Le Fonds monétaire international avait clairement signifié au gouvernement d’Abdelfattah Al-Sissi que s’il ne prenait pas une série de mesures impopulaires, parmi lesquelles la flottabilité, il n’allait pas recevoir les 12 milliards de dollars qui lui avaient été promis. Or à ce moment précis, l’Egypte ne parvenait plus à importer correctement vivres et médicaments faute de devises.

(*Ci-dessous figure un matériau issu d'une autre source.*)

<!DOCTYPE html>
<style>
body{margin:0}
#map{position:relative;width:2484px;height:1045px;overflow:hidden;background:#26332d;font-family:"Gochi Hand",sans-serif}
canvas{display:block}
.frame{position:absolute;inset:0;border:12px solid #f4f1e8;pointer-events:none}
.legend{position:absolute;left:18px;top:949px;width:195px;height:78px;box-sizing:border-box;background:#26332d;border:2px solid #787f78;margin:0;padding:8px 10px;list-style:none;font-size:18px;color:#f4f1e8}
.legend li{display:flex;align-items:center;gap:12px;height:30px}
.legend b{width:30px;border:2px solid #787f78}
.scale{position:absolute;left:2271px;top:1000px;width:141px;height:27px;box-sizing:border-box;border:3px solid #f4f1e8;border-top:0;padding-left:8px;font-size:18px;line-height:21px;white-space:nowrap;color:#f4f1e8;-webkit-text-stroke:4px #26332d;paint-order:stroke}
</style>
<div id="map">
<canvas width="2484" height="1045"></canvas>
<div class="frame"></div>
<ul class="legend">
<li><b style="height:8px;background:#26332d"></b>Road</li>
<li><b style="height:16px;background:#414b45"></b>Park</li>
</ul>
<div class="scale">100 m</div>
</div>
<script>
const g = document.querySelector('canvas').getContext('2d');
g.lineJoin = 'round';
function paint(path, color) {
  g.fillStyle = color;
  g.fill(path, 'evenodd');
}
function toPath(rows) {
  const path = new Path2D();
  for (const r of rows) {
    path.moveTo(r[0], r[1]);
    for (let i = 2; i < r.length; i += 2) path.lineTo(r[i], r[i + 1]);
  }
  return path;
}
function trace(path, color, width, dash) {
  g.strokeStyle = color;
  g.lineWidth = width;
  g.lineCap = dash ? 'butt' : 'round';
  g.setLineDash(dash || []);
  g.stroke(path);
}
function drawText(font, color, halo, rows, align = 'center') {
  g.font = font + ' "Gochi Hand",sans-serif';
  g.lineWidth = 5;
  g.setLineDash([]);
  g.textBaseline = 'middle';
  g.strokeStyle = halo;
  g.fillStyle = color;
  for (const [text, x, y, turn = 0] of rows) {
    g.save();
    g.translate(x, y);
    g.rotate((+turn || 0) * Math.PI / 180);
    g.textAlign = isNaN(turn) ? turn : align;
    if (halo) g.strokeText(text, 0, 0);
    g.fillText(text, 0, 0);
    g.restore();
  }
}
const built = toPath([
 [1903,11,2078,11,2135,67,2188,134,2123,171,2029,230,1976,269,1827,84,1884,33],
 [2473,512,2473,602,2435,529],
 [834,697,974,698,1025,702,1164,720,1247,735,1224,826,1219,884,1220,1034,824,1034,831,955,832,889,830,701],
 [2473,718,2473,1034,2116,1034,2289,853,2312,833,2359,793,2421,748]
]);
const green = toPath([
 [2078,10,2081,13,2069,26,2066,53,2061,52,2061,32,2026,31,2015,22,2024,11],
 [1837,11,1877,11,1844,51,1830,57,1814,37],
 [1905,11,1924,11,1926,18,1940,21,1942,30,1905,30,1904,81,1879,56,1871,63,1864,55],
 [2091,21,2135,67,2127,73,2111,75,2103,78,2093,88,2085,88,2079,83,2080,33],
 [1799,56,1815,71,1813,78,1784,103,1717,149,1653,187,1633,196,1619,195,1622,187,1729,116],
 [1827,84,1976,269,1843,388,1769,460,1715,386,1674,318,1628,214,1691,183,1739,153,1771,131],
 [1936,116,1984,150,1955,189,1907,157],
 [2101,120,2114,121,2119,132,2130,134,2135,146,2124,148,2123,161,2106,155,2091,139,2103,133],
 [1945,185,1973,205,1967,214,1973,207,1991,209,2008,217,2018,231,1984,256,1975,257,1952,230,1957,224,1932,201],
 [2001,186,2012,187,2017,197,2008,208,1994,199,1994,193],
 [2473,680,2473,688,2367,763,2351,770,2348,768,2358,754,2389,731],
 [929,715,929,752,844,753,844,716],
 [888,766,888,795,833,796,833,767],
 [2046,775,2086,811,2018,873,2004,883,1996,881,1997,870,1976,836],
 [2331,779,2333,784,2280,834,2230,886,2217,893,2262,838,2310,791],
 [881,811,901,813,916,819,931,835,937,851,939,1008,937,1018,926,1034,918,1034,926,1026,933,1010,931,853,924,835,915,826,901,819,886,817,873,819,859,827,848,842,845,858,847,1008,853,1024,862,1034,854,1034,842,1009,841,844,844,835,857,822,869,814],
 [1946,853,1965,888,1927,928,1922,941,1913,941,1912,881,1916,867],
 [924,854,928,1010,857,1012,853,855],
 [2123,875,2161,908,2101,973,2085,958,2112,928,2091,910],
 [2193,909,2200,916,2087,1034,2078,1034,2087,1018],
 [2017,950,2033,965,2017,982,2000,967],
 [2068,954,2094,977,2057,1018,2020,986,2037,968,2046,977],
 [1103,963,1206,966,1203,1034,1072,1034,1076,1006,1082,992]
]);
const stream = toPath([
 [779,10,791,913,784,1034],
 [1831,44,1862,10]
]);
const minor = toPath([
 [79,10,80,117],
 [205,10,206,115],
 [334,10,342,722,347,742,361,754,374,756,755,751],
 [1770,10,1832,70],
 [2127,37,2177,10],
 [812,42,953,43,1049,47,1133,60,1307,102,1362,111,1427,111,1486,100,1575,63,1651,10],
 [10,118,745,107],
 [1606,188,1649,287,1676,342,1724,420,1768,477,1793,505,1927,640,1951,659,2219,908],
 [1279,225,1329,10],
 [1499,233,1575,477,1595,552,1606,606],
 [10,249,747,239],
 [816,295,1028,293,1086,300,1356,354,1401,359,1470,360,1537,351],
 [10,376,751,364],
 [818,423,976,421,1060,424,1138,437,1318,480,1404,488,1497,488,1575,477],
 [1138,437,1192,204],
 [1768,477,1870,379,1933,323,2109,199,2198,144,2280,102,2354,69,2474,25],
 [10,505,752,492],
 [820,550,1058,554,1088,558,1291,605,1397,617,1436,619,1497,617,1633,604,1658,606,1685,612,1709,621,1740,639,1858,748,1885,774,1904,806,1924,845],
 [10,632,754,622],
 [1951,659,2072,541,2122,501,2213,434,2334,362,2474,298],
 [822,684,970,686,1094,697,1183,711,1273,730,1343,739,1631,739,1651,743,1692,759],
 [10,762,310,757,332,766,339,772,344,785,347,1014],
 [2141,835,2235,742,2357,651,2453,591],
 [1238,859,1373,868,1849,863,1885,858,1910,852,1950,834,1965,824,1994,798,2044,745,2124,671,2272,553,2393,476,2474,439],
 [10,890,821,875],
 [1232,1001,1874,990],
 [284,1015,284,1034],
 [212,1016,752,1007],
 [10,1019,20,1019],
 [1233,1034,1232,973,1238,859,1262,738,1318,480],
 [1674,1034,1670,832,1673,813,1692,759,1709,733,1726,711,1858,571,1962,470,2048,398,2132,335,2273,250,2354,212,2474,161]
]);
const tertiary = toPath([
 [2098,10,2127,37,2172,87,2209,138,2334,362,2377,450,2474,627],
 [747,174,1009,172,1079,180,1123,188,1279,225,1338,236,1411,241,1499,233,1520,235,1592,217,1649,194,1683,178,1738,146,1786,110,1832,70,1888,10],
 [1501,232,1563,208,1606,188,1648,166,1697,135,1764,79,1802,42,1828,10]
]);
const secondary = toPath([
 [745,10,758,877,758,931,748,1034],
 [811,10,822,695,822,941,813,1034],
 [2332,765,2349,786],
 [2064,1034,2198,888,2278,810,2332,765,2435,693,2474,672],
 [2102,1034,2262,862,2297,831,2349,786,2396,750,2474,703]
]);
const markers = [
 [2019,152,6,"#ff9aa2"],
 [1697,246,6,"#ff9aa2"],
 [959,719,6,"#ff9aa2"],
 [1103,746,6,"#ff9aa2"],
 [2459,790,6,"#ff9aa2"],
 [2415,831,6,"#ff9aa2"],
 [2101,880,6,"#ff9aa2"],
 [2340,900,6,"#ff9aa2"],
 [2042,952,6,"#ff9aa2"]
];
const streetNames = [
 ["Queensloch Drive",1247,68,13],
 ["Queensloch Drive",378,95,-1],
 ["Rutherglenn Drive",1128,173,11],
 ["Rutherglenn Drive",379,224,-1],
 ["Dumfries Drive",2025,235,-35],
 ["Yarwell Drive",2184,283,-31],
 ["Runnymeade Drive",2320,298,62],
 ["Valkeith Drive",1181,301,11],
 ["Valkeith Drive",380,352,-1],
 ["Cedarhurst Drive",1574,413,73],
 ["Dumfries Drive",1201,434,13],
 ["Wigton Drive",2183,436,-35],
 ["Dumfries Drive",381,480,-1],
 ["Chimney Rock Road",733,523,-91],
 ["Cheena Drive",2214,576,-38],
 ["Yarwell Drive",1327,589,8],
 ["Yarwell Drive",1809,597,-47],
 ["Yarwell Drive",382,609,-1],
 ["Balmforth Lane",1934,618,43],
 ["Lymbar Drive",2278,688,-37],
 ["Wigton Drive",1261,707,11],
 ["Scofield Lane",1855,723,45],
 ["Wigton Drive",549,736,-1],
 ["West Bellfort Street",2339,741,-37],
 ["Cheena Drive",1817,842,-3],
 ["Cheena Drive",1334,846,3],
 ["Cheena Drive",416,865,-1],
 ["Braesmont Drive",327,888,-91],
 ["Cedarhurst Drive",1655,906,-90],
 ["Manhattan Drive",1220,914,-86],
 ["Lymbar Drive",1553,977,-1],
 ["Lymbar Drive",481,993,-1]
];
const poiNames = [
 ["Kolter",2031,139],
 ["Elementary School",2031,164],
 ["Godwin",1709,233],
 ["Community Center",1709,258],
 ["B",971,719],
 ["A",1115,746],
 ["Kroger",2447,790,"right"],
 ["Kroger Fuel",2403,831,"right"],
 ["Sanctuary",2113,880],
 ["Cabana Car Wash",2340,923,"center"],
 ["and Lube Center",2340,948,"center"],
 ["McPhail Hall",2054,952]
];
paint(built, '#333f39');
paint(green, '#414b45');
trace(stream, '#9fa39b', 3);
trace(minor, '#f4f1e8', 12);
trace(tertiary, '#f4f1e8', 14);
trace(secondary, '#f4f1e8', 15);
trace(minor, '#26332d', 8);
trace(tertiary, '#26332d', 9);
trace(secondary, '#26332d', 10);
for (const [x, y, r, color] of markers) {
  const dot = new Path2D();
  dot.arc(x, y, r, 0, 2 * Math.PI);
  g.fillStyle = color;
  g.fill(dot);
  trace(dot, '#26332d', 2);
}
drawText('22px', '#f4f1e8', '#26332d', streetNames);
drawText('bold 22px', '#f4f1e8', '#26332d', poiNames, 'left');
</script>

Les réserves de change égyptiennes avaient reculé de 25 milliards de dollars. Ainsi, même si la Banque centrale affichait un taux de change officiel de 8,88 livres pour un dollar, elle n’était pas en mesure de satisfaire la demande des acteurs économiques, puisque ses réserves s’étaient pratiquement taries.

Un marché noir plus dynamique que le marché officiel

Ainsi, les importateurs se rabattaient sur le marché noir, payant jusqu’à 14 livres pour un dollar. Les transactions sur le marché noir étaient tellement importantes qu'il avait supplanté le marché officiel. C’est pourquoi quand la flottabilité a été instaurée, le taux de change du marché noir s’est imposé de facto.

C’est ce qui s'est passé au Nigeria en juin 2016. La chute des cours du pétrole et les attaques des rebelles sur les installations pétrolières avaient sensiblement réduit les revenus extérieurs nigérians. Du coup, il fallait dévaluer, ce qui fut fait.

On est très loin d’un tel schéma au Maroc. Au cours des dernières années, "jamais aucune banque n’a demandé à un client importateur ayant sollicité des devises de patienter parce qu’elle ne pouvait pas les lui fournir", explique cet agent d’une salle de marché. De plus, le marché noir n’existe qu'à hauteur de sommes dérisoires à l’échelle de l’économie marocaine. Par conséquent, l’assouplissement du système de change marocain, qui s'apparente plus à un système semi-flottant encadré, n’est pas de nature à impacter le taux de change de façon brusque. Les corrections qui s'opéreront feront le plus grand bien à l'économie, notamment en renforçant la compétitivité ou en orientant positivement le taux d'intérêt. 

La prudence a "sauvé" le dirham

Toutefois, il y a bien eu une reculade salvatrice de la part des autorités marocaines. En effet, au début, il était plutôt question de mettre en place un système flottant qui laisseraient l’offre et la demande fixer librement le cours du dirham, tout en autorisant une système de change libre. Quelles que soient les différences avec l’Egypte et le Nigéria, l'impact aurait été incontrôlable. En effet, le marché de change ne concerne pas seulement les agents impliqués dans le commerce international et les investisseurs. A côté d’eux, il y a les spéculateurs et les arbitragistes, lequels, quand ils entrent dans la danse, fixent quasiment les règles.

En tout cas, la prudence des autorités marocaines est payante, puisque le taux de change, qui s'est hissé à 11,303 dirhams pour un euro lundi, est redescendu mercredi à 11,288, ce qui le rapproche de son niveau d’avant l’entrée en vigueur de la mesure à 11,197.